Con el ánimo de que su palabra se extendiera a otros confines tomó papel y lápiz para escribir pero no podía plasmar en el níveo pliego las historias ya dichas. Intentó entonces escribir nuevas historias, inventarlas y escribirlas al mismo tiempo que su imaginación las producía pero fue imposible; acostumbrada como estaba al calor de la gente a su alrededor, le faltaba mirar sus ojos y adivinar en ellos el desconsuelo para poder pronunciar la palabra apropiada. Comprendió entonces que sus palabras brotaban de sus labios para ser escuchadas y no para ser escritas. Sin darse segundas oportunidades despidió al forastero con un contundente no y prefirió seguir su tranquila vida.

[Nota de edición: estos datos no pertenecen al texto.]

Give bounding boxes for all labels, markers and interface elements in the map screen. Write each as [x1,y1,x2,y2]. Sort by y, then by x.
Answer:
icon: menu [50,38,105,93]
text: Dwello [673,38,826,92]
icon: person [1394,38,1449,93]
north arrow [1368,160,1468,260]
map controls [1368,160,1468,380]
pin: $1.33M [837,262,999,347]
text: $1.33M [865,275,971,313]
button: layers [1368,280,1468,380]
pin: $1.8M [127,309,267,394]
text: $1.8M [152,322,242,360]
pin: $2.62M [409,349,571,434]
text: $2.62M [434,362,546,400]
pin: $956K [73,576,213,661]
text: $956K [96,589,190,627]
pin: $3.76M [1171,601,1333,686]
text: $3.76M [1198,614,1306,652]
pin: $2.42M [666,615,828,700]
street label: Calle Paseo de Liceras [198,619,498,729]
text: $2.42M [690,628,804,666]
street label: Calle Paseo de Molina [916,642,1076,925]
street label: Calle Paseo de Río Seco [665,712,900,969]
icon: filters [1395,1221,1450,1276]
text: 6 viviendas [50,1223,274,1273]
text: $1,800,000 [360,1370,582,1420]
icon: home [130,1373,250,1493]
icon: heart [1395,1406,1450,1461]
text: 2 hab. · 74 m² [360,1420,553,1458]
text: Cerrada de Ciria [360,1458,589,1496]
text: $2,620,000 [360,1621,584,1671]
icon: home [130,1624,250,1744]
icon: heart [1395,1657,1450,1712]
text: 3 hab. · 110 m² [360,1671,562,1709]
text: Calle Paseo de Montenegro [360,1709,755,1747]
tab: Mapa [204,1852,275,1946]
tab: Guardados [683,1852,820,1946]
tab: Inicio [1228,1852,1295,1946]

Con el paso de los años, Sebastián se fue lejos a estudiar en la universidad. Luz Clara tuvo que enfrentar primero la muerte de su madre y luego la de sus hermanos, todos víctimas de un mal incurable. Y así, sola, sin poder calmar su dolor con una historia a su medida, continuó el resto de sus días. Tantos fueron, que a la edad de noventa años, con una lucidez impresionante, después de conocer a cuatro nietos y uno en gestación, Luz Clara presintió su muerte y mandó a llamar a su hijo.

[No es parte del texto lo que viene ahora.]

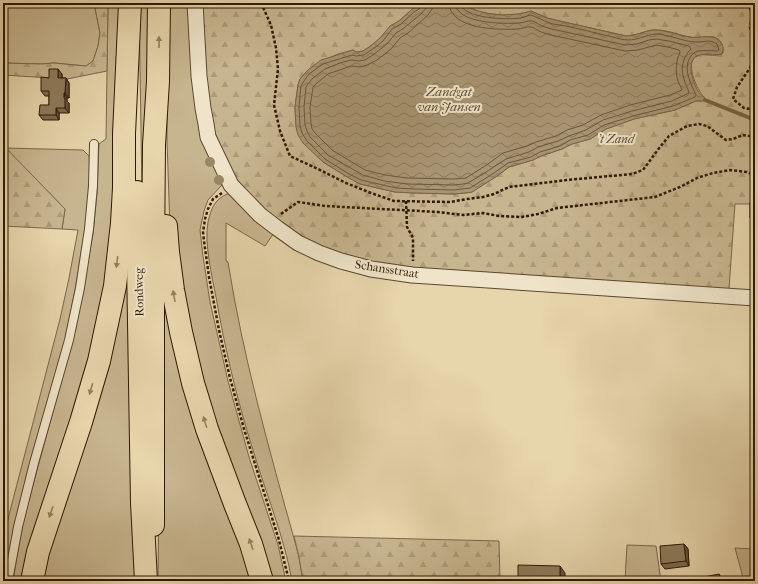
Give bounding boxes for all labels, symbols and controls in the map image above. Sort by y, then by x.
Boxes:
one-way arrow [155,36,162,48]
water label: Zandgat van Jansen [417,84,481,114]
park label: 't Zand [598,132,636,146]
one-way arrow [114,256,121,268]
street label: Schansstraat [354,257,421,281]
street label: Rondweg [132,267,146,317]
one-way arrow [171,290,177,302]
one-way arrow [88,383,94,395]
one-way arrow [202,416,208,428]
one-way arrow [48,507,54,519]
one-way arrow [248,537,254,549]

Sebastián llegó bajo las primeras gotas de una fuerte lluvia que se aproximaba, entró al cuarto de su madre y la encontró ataviada con un vestido de muselina blanca cuya tela le regalara el hijo de Don Augusto cuando finalmente ella dejó de trabajar en la tienda hace algunos años. Durante muchas horas habló con su hijo de su vida y de su muerte con la mayor naturalidad. Afuera la lluvia arreciaba con fuerzas y al fallar la luz eléctrica, Sebastián buscó a tientas en la mesa de noche tres velas y las encendió a un costado de la habitación. La luz iluminaba tenuemente la habitación pero al mirar los ojos de su madre perdidos en los pliegues de las arrugas, descubrió el mismo resplandor que él había conocido a través de la historia del nacimiento de su madre. Luz Clara le pidió que se acercara, lo besó muchas veces y le susurró al oído que su quinta hija nacería en iguales circunstancias a las de ellas. Después de esto, mirando la luz de las velas se fue perdiendo en la historia infinita que aún tejía en su memoria.


Muchos años después, mientras Clara Luz, la hija de Sebastián, intentaba hacer dormir a su pequeña Aurorita, ésta le preguntó:


- ¿Mamá, cómo es qué sabes contar tantas historias tan lindas?


- Simplemente es la mágica herencia de una abuela elocuente.